Objective Pinhole point-diffraction interferometry (PDI) is a core technique for nanometre-scale displacement measurement. This system utilizes pinhole diffraction to generate a high-precision spherical reference wave, which propagates coaxially with the light beam reflected from the test plane. The interference of these waves at the detector produces stable concentric fringes, establishing a highly reliable and self-referenced metrological benchmark. This principle allows the PDI system to facilitate accurate, controllable, and reproducible performance evaluations of nanometre-positioning stages and precision motion mechanisms, with applications in ultra-precision machining, chip manufacturing, and metrological traceability. Nevertheless, the ongoing trend toward higher integration and miniaturization in precision equipment has exacerbated challenges like temperature drift and environmental vibration. To eliminate the dependency on piezoelectric ceramic (PZT) phase shifters—a source of temperature drift and timing synchronization problems in multi-frame techniques—this study introduces a two-frame image-processing method that requires no phase-shifting, based on the analysis of pinhole spherical-wave interference fringes, to achieve high-precision nanometre displacement measurement.

Methods This study develops a displacement measurement system utilizing pinhole point-diffraction interferometry (PDI). The system employs a polarization-maintaining fiber-collimated laser, which is focused by a microscope objective onto a diffraction mask to produce a high-quality spherical reference wave. This wave interferes with the light reflected from the test plane, forming stable concentric fringes on the image sensor (Fig.3). The subsequent processing pipeline (Fig.5) performs automatic multi-ring detection in the spatial domain, precise center localization, and radial profiling. The procedure then conducts outlier rejection under a normality assumption and employs statistical fusion across the rings to estimate the normal displacement. This phase-shift-free methodology improves both measurement efficiency and system robustness.

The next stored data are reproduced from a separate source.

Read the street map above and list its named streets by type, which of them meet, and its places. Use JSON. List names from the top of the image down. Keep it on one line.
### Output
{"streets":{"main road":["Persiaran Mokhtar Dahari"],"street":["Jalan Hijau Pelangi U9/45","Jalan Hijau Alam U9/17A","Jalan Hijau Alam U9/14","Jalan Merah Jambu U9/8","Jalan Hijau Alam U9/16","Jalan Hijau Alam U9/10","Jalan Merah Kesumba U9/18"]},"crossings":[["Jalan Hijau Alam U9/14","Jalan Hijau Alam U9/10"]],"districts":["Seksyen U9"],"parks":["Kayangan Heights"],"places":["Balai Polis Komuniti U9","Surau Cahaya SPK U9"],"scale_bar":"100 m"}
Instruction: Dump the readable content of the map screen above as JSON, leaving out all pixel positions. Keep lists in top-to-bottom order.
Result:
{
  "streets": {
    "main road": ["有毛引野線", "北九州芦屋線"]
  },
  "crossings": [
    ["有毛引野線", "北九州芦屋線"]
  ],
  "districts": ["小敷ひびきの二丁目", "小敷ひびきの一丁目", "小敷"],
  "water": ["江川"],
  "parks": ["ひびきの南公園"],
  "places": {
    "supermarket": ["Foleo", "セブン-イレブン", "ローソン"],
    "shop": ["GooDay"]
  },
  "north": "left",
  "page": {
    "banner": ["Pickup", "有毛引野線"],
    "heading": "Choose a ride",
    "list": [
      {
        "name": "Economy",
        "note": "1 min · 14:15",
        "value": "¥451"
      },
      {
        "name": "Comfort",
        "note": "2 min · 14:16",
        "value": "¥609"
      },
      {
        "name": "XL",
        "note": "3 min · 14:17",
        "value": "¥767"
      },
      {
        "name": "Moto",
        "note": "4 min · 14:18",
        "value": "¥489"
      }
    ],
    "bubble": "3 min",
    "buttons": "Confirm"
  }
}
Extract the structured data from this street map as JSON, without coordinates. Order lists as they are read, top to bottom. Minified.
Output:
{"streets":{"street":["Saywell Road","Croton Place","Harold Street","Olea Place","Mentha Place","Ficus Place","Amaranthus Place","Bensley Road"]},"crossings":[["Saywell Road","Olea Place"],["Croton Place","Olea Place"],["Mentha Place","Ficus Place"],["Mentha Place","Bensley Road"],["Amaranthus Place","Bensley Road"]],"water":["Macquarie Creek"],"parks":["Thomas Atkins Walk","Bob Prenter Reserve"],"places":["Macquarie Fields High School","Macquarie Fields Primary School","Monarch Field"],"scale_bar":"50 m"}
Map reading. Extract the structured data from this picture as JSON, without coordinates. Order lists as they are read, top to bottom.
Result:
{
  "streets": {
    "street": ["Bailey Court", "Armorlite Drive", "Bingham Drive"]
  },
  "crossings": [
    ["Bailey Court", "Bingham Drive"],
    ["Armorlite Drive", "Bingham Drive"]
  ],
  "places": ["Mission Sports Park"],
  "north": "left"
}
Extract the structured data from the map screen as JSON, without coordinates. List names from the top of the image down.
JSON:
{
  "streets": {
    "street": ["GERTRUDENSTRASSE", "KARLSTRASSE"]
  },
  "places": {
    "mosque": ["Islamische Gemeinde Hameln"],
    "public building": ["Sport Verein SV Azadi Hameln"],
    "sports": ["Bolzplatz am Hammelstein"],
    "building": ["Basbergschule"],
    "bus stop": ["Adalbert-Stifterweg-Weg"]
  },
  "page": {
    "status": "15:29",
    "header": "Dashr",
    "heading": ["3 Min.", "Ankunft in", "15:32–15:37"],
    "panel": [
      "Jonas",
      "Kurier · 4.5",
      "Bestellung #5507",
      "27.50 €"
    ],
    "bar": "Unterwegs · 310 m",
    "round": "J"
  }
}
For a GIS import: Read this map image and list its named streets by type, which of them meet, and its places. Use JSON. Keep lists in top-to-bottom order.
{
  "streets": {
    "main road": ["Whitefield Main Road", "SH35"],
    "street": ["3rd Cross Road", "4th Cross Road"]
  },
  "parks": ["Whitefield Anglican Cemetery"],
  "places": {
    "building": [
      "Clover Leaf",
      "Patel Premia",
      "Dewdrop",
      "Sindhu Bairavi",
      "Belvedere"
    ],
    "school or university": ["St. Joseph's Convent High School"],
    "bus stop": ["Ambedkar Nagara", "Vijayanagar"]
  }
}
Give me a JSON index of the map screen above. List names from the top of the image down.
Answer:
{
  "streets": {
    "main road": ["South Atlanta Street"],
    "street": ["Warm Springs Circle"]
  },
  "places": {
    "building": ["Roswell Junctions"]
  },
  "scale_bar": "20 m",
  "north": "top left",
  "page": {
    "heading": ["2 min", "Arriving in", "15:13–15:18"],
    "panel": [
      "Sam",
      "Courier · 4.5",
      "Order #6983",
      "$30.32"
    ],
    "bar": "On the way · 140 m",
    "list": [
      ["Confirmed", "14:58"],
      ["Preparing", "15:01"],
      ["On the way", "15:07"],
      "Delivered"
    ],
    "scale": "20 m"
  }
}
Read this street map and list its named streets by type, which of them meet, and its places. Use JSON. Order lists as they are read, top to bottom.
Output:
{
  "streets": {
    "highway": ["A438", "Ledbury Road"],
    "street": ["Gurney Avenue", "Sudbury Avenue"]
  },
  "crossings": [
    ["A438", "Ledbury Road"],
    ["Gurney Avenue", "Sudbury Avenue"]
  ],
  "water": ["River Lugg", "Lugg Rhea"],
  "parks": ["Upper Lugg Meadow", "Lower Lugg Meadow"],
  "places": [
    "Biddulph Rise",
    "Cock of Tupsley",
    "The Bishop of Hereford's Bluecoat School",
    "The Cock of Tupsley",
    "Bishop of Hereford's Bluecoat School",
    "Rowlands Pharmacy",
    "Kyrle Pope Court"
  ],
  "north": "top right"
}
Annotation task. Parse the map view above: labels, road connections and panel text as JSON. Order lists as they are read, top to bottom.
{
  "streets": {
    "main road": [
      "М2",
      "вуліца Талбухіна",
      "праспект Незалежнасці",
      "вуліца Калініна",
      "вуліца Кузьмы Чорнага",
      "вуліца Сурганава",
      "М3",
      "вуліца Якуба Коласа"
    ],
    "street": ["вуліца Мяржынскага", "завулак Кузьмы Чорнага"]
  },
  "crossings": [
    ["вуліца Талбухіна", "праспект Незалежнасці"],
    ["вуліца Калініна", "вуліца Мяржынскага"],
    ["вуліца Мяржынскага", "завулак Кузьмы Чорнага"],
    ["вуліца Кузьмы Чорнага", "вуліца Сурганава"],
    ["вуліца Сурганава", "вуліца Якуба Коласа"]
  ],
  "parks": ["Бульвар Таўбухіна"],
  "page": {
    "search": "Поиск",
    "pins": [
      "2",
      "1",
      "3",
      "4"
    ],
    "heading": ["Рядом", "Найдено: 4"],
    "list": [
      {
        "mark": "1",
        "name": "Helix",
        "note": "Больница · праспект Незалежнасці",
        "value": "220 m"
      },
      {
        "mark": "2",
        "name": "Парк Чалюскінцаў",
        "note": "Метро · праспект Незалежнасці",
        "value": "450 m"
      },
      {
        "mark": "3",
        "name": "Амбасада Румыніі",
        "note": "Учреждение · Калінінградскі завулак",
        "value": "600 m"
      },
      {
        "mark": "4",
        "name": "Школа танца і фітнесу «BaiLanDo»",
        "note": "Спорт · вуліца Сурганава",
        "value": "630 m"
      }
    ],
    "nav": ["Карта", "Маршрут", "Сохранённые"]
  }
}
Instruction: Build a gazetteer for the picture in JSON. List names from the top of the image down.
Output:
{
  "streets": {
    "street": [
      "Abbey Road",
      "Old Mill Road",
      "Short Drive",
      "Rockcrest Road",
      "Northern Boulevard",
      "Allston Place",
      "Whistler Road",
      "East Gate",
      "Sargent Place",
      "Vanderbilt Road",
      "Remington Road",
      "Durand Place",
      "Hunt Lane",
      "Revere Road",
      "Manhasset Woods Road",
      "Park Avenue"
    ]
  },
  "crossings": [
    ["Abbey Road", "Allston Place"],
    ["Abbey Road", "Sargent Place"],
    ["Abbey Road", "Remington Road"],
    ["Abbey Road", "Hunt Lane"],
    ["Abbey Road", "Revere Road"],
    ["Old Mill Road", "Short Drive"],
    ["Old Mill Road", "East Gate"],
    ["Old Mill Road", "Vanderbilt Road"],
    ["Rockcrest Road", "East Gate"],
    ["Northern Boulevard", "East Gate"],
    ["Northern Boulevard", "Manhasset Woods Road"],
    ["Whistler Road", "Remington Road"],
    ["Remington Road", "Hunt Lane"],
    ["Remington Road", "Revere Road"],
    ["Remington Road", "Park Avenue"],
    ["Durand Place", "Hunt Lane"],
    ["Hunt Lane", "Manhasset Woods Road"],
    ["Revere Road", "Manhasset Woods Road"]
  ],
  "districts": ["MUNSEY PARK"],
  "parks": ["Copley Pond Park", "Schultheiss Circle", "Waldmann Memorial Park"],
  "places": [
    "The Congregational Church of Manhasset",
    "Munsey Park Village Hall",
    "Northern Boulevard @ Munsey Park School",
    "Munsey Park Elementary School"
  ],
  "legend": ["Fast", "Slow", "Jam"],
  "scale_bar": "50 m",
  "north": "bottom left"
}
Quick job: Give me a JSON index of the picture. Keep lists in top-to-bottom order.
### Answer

Results and Discussions The pinhole point diffraction interferometry displacement measurement system established in this paper employs two frames of phase-shift-free spatial domain multi-ring fringe processing chains for calibration and testing. Shapiro–Wilk normality tests are performed on each set of experimental data, yielding W statistics greater than 0.85 and p-values greater than 0.05. Therefore, subsequent analyses were based on the assumption of normal distribution. Outliers were automatically removed using a criterion, and the remaining valid displacement results were averaged using a mean fusion method to obtain the final displacement results. As shown in Fig.11, Fig.11(a) displays the displacement measurement curves from three independent experiments, with each set of data points showing high consistency with the theoretical displacement values. To further evaluate the system's linear response, linear fitting is performed on the experimental data and theoretical values for the three groups, as shown in Fig.11(b), (c), and (d).The coefficients of determination (R²) from the linear regression analysis were 0.9995, 0.9993, and 0.9981, respectively, all significantly greater than 0.99, indicating that the experimental method exhibits excellent linearity and reliability. The displacement error of this system mainly stems from the measurement error of the radius of curvature (R), the resolution of the nano-positioning stage, and the hysteresis effect of the piezoelectric material. Through the uncertainty analysis of the three types of errors, it is obtained that the final combined uncertainty is 2.94 nm. The displacement error of this system mainly stems from the measurement error of the radius of curvature (R), the resolution of the nano-positioning stage, and the hysteresis effect of the piezoelectric material. Table1 presents the average displacement measurements and corresponding absolute errors at each step point for the three experimental groups. The results show that within the 400 nm displacement range, the maximum absolute error at each step point is 5.8 nm, further validating the high measurement accuracy and reliability of this experimental method.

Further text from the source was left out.